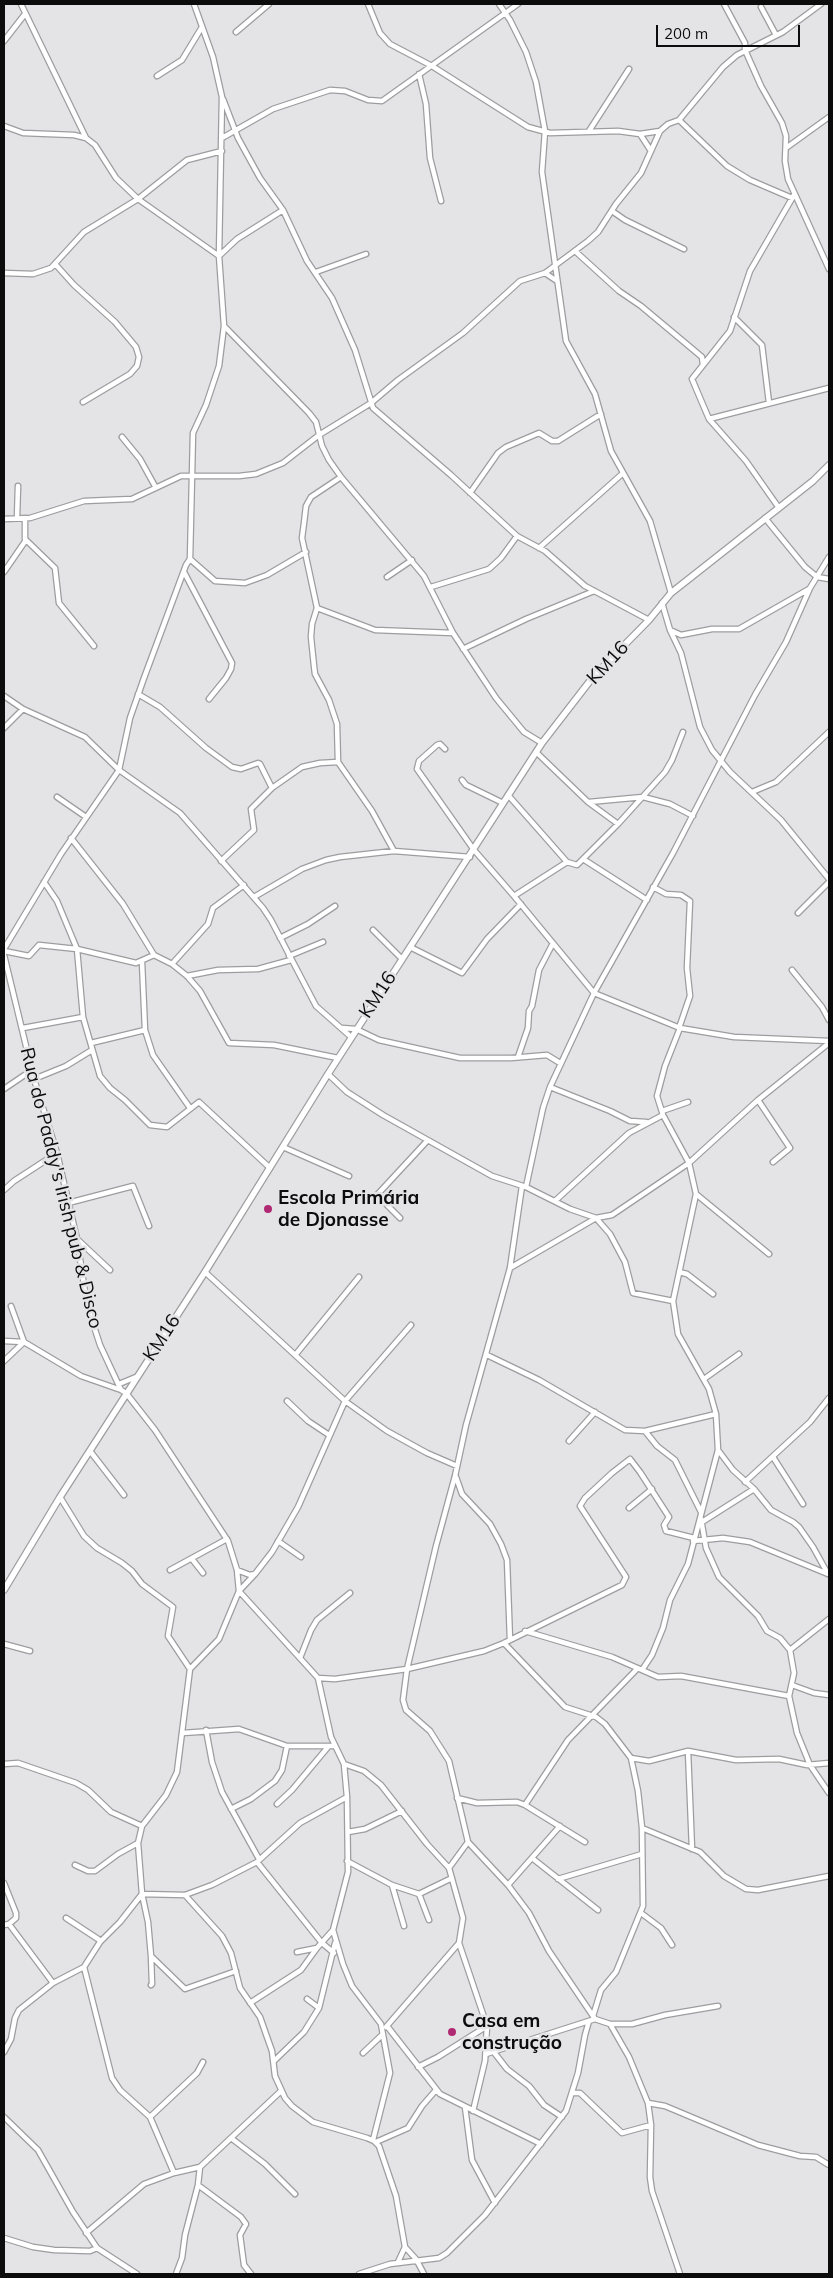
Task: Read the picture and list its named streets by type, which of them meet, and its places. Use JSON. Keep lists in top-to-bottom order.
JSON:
{
  "streets": {
    "street": ["KM16", "Rua do Paddy's Irish pub & Disco"]
  },
  "crossings": [
    ["KM16", "Rua do Paddy's Irish pub & Disco"]
  ],
  "places": ["Escola Primária de Djonasse", "Casa em construção"],
  "scale_bar": "200 m"
}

REQUIRED ACTION: Output the full listing above exactly, excluding all pictures.

EXERCISE RESULT:
Task: Read the picture and list its named streets by type, which of them meet, and its places. Use JSON. Keep lists in top-to-bottom order.
JSON:
{
  "streets": {
    "street": ["KM16", "Rua do Paddy's Irish pub & Disco"]
  },
  "crossings": [
    ["KM16", "Rua do Paddy's Irish pub & Disco"]
  ],
  "places": ["Escola Primária de Djonasse", "Casa em construção"],
  "scale_bar": "200 m"
}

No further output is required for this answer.